– Что случилось?

Но услышать вразумительный ответ ни я, ни Пирогов так и не смогли. Новый страшный взрыв громыхнул совсем рядом, выбил стекла вместе с рамами, шмякнул Пелагею об стенку, отшвырнул Пирогова, меня оглоушил, но не задел. Смотрю с забитыми ватой ушами на разрушенную комнату, а в ней все как будто застыло. Как будто кто-то большой и всесильный нажал на пульте бытия кнопку «Пауза». Изодранная осколками, растрепанная балтийским ветром штора буквально повисла в воздухе шматком. Какой-то полуметр до пола оставалось преодолеть падающей люстре. Застыла пыль, и словно сам воздух сделался вязким и липким. Но я-то двигать головой могу.

Тут в дверном проеме показался человеческий силуэт. Молодой мужчина среднего роста, худощавый, брови выцвели, лицо загорелое малоподвижное, одет в серый пиджак с галстуком, брюки того же фасона, штиблеты.

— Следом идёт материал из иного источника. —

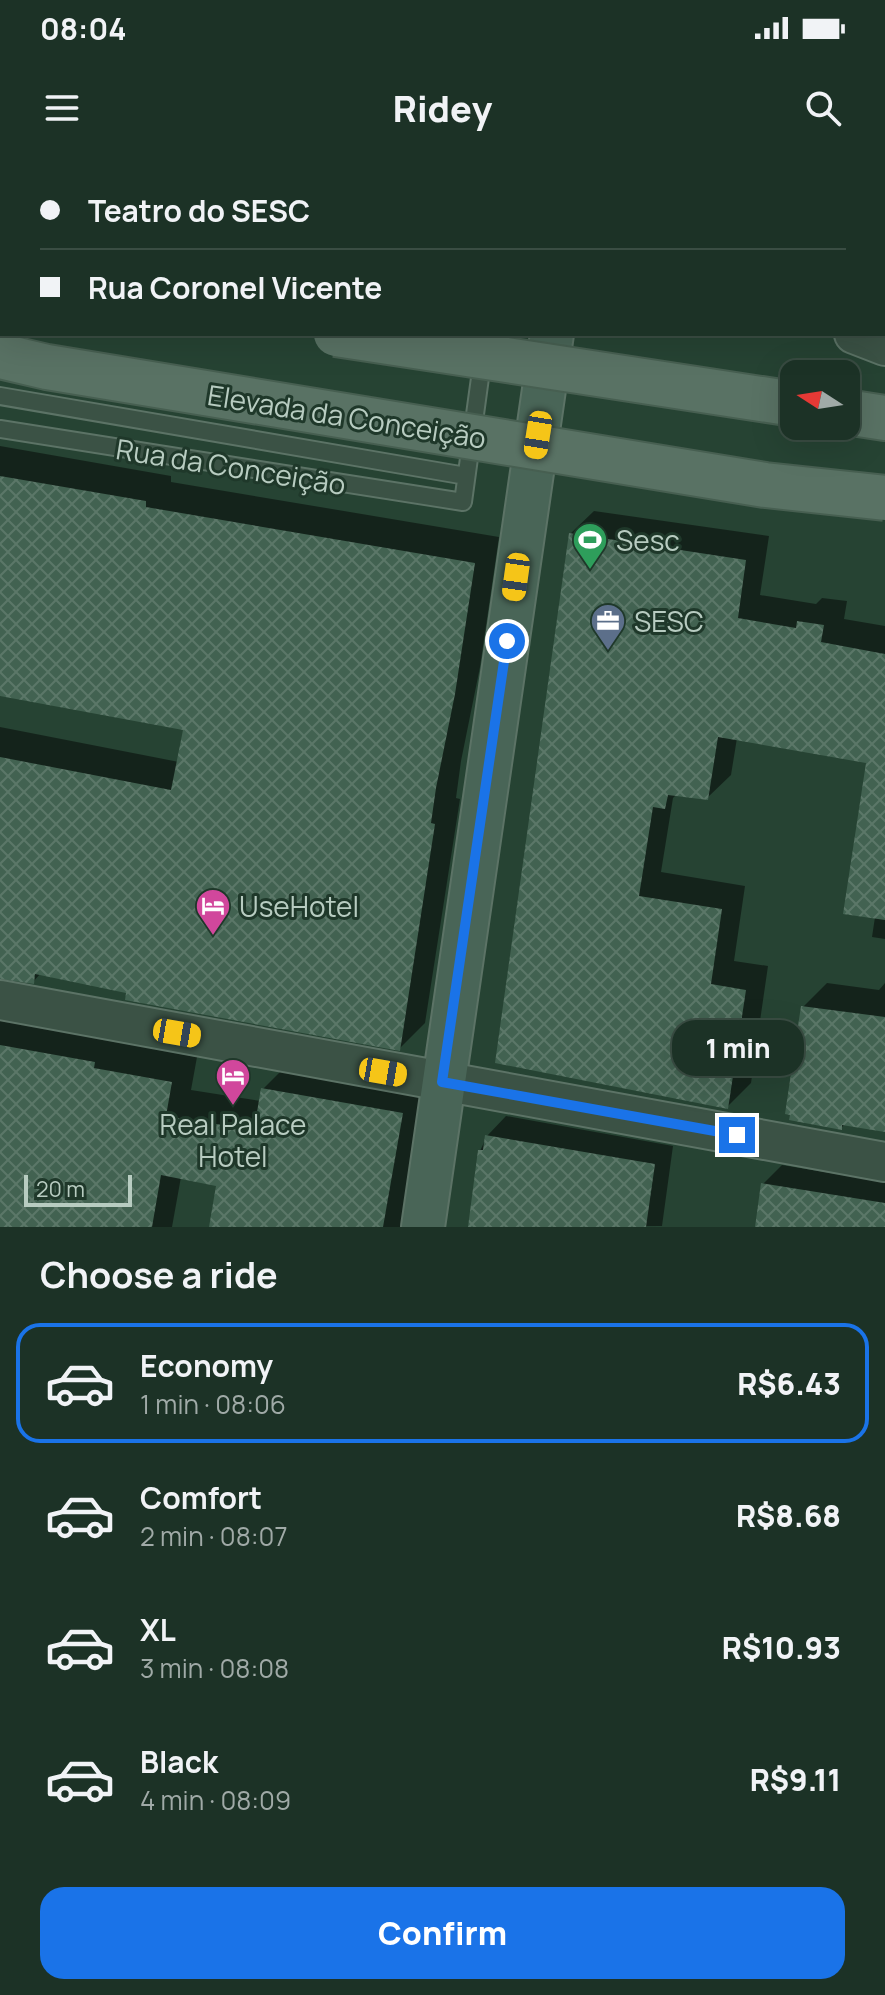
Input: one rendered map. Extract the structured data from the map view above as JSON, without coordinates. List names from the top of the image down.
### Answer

Он бесцеремонно, с будничным видом подхватил валявшийся на полу уцелевший стул, пододвинул его к моему креслу, сел и жестом попросил меня ничего не говорить, начав беседу сам:

– Вот смотрю я на вас, Михаил Иванович, и понимаю, что слишком вы доверчивый. Слишком долго позволяете вы держать себя в совершеннейшем неведении.

– Ну, так, может быть, просветите меня, господин…

– Мое имя ничего вам ровным счетом не скажет. Я… хранитель времени. Да. Так, пожалуй, будет правильней.

И здесь я нахожусь по причине прямого выполнения своих обязанностей и долга. Вся загвоздка в том, что вплоть до этого момента вами постоянно манипулировали в своих целях самые разные нарушители. Сначала Садовский внушил надежду. Затем Штерн обхитрил, втюхав вам откровенную дезу. После и вовсе Петров свою песню спел.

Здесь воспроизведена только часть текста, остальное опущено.